Maybe the real question is this:  with Mexico's economy growing, will they come back when we need them?  Then again, why would they want to?

One day, the world is going to have us over a barrel when it comes to the immigration issue.  We'll need younger workers to support our rapidly aging population (especially the Boomer cohort).  And they'll be saying "On the whole, I'd rather be in Canada."  Or someplace else that's smart enough to open its doors to them.

Thanks to "free-market" economic policies and tight immigration policies, money moves around the world at the speed of light, and people are trapped behind borders, which are now simply tools to exploit the suffering of the working class and the poor.  Hopefully, one day, they'll wake up, as Marx encouraged them to do, and do something about it.

Why Urban Policy Is Good

It promotes a better American, by promoting social interaction and wise use of resources.  Happily, and not coincidentally, it also promotes the Democratic Party.  Frankly, if the national Democrats had any brains at all, they would actively promote the re-urbanization of America, as both a political and a growth strategy.

And, Speaking Of Cameron ...

... it's not just The New York Times that has noticed the Tories' double-dip.  Look here.

Who knows?  Maybe soon, everyone will figure out that there's only one way to:
  • reduce deficits;
  • stimulate growth;
  • force the rich to stop hoarding cash; and
  • prevent them from buying the government.
RAISE TAXES, for crying out loud!  Get past the Reagan-induced insanity of the past 30 years and get back to what works for all of us.

I Took A Week Off For Mother's Day ...

...and, since I had three wonderful mothers to celebrate (my own, my wife, and my stepdaughter), can you blame me?  I hope that everyone's Mother's Day was happy.

Of course, if you live in Great Britain, and currently suffer from the effects of the Conservative government's austerity policies, that might not be the case.  Thankfully, conservatives don't control the entire government here.  Hopefully, after next November, that will still be the case.

Sunday, May 6, 2012

All Gun Owners Are Not Created Equal

It's important to recognize that fact, when we're talking about gun rights and gun restrictions.  Both need to be addressed in a responsible way.  Hopefully, with the help of people like this, they will be.

What's The Real Significance Of The Stock Market?

Apparently, it's this:  Republicans like to talk about it, but Democrats actually do something about it.

Is Obama Wrong?

To do this, I mean.  I don't think so.  I think that he should have done it much sooner.  He's been given a Congress that doesn't understand, for the most part, that there is a difference between being a co-equal branch of  government and being a political roadblock.  All he's doing is what the Constitution allows him to do.

I just hope, for his sake and ours, that he hasn't waited too long in doing this.

Social Issues Aren't What They Used To Be

Social issues, like the rest of politics, are not local as much as they are generational.  Here's proof.

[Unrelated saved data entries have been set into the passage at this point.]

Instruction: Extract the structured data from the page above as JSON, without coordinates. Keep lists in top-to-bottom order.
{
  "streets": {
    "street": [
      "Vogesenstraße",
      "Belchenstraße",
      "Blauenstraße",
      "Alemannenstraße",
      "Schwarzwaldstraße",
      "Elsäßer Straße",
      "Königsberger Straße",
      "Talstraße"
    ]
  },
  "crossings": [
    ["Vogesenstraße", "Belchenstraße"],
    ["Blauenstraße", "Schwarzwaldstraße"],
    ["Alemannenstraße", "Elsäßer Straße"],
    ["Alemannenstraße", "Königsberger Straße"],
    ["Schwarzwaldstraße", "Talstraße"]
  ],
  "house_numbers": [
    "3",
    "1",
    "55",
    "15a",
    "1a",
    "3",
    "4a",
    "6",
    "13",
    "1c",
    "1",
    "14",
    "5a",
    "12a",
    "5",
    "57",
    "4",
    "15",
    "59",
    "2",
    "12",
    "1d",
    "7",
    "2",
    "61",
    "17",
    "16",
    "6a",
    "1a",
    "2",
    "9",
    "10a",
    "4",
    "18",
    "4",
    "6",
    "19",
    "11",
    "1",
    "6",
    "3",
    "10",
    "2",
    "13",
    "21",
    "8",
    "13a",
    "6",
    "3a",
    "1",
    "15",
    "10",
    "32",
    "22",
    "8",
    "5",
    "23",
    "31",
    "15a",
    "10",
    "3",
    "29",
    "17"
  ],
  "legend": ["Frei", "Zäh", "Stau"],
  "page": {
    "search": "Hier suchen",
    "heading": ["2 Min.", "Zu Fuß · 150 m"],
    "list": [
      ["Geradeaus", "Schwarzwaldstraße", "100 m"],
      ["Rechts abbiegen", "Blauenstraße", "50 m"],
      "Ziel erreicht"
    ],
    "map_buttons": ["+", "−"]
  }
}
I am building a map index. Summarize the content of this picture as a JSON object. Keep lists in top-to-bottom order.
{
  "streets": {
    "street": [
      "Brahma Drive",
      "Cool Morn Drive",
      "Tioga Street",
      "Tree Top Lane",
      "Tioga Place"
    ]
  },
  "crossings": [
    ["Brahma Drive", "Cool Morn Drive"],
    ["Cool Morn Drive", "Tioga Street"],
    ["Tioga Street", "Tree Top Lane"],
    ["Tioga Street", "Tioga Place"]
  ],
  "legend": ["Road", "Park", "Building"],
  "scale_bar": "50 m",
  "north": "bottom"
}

You Can't Cut Your Way To Prosperity, Part 2

Europe is proving that you can't.  Congratulations to France's new president; let's see if he can make a difference.

The Economy Of The Future

It's built upon sustainability and renewability.  And it's already being built.

Will Social Issues Hurt The Republicans This Fall?

This article raises that possibility, while quoting various Republican leaders to the effect that they're not concerned about it.  They believe that they'll be able to re-focus everyone's attention on the economy.

The problem with that theory is this:  they've had two years to focus on creating jobs, and have done nothing but destroy jobs (in the public sector, at any rate).  That, plus Citizens United, is what has given the the time and the money to do what they do best:  join their economic power to what they perceive to be the social norms of voting America.

But those social norms have changed with the entrance of a new generation into voting America.  And the Republicans have done absolutely NOTHING to help that generation.  Unless, of course, you count playing politics with the interest rates for student loans.

It's more than a possibility.  It's inevitable.  The Republicans have reached the point at which they have no one to fool but themselves.